By 2070, the greatest reduction in areas with medium and high suitability for the species’ habitats, compared to the current suitable distribution area, is projected by the model under the RPC 4.5 climate scenario, amounting to 0.87 × 104 km2 or 2.04% of the entire potential range. For the other applied scenarios, the area of bioclimatically suitable territory is also low, ranging from 1.22 × 104 km2 to 1.42 × 104 km2 or 2.43% to 2.97% (Table 2). However, under the most “stringent” scenario, PCP 8.5, the area of suitable territory for the species is higher than that of the RPC 4.5 scenario by 0.35 × 104 km2. Under the “softer” scenarios (RPC 2.6, RPC 4.5, and RPC 6.0), areas with favorable conditions decrease, and the species distribution shifts towards increased unsuitability. Territories with medium suitability become the least stable, with deteriorating properties for beetle viability with changing bioclimatic parameters (Figure 4).

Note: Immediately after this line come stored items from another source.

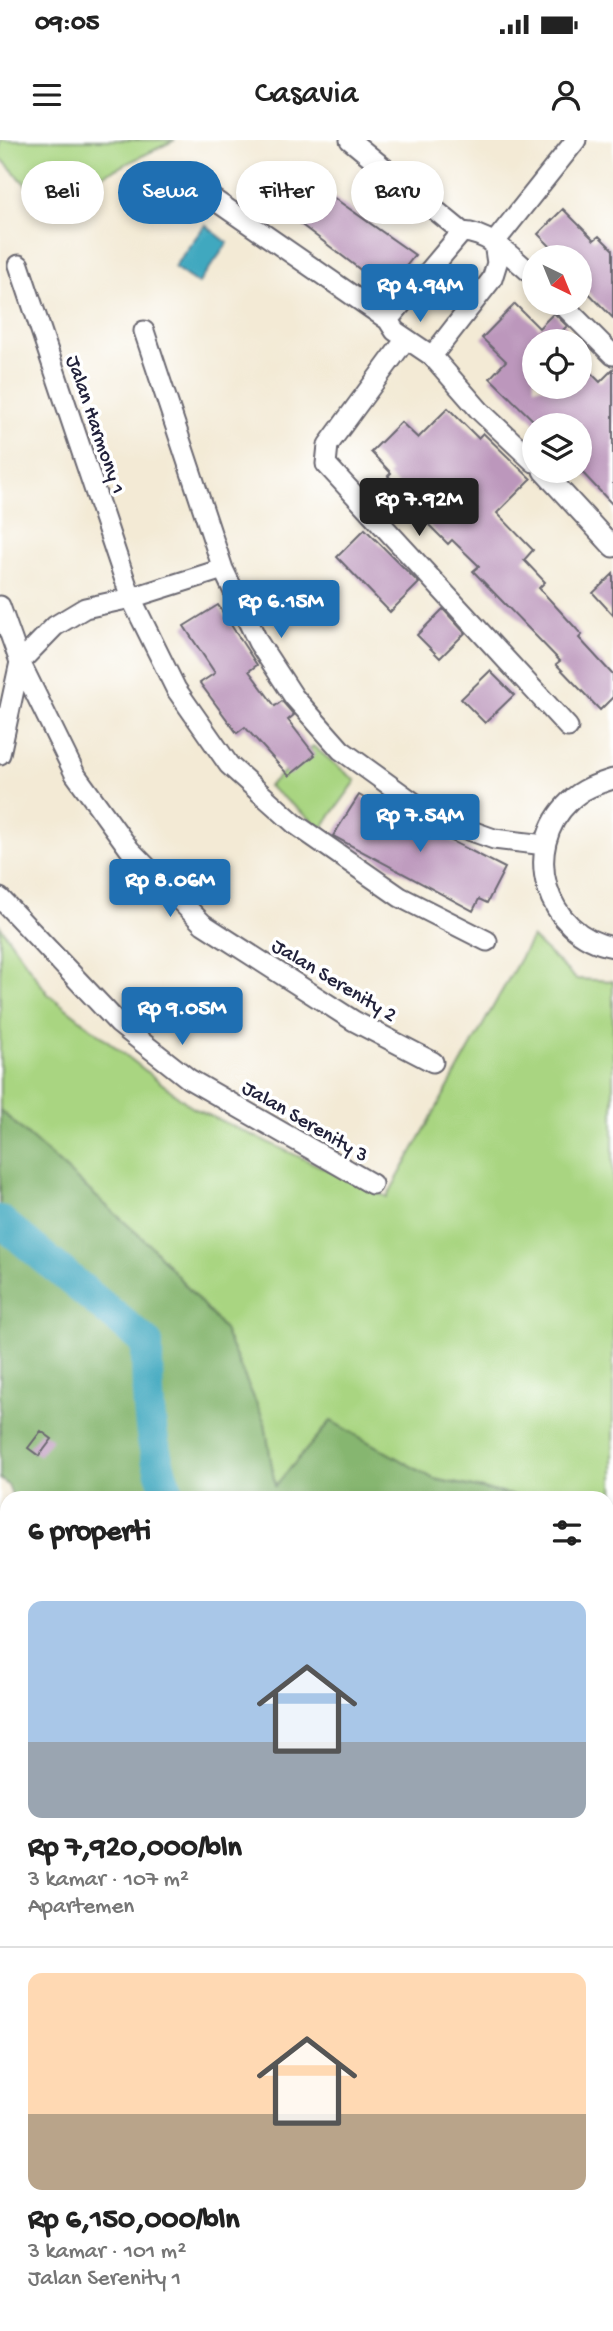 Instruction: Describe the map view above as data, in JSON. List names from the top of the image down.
{
  "streets": {
    "street": ["Jalan Harmony 1", "Jalan Serenity 2", "Jalan Serenity 3"]
  },
  "north": "bottom right",
  "page": {
    "status": "09:05",
    "header": "Casavia",
    "chip": [
      "Beli",
      "Sewa",
      "Filter",
      "Baru"
    ],
    "price": [
      "Rp 4.94M",
      "Rp 7.92M",
      "Rp 6.15M",
      "Rp 7.54M",
      "Rp 8.06M",
      "Rp 9.05M"
    ],
    "heading": "6 properti",
    "list": [
      {
        "name": "Rp 7,920,000/bln",
        "note": "3 kamar · 107 m² · Apartemen"
      },
      {
        "name": "Rp 6,150,000/bln",
        "note": "3 kamar · 101 m² · Jalan Serenity 1"
      }
    ]
  }
}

As a result, by 2070, the potential range area of the species under different climatic conditions may decrease by approximately four to seven times from 6.35 × 104 km2 to 0.87 × 104 km2.
The most significant predictors for forecasting the range of C. relictus in northeast Asia were the average annual temperature (BIO_1, contributing 3.8%), the amount of precipitation per year (BIO_12, 7.7%), the amount of precipitation in the wettest month (BIO_13, 2.2%) and the amount of precipitation in the warmest quarter (BIO_18, 42.3%) (Table 1).

4. Discussion

The application of MaxEnt algorithms with different climate scenarios allowed us to construct, for the first time, the potential range of the rare beetle C. relictus in northeast Asia and to forecast its changes by 2070 due to climate change. High AUC indices confirmed the validity of our models in potential distribution, and the resulting maps accurately characterized the features of the beetle’s range transformation in northeast Asia (Figure 4).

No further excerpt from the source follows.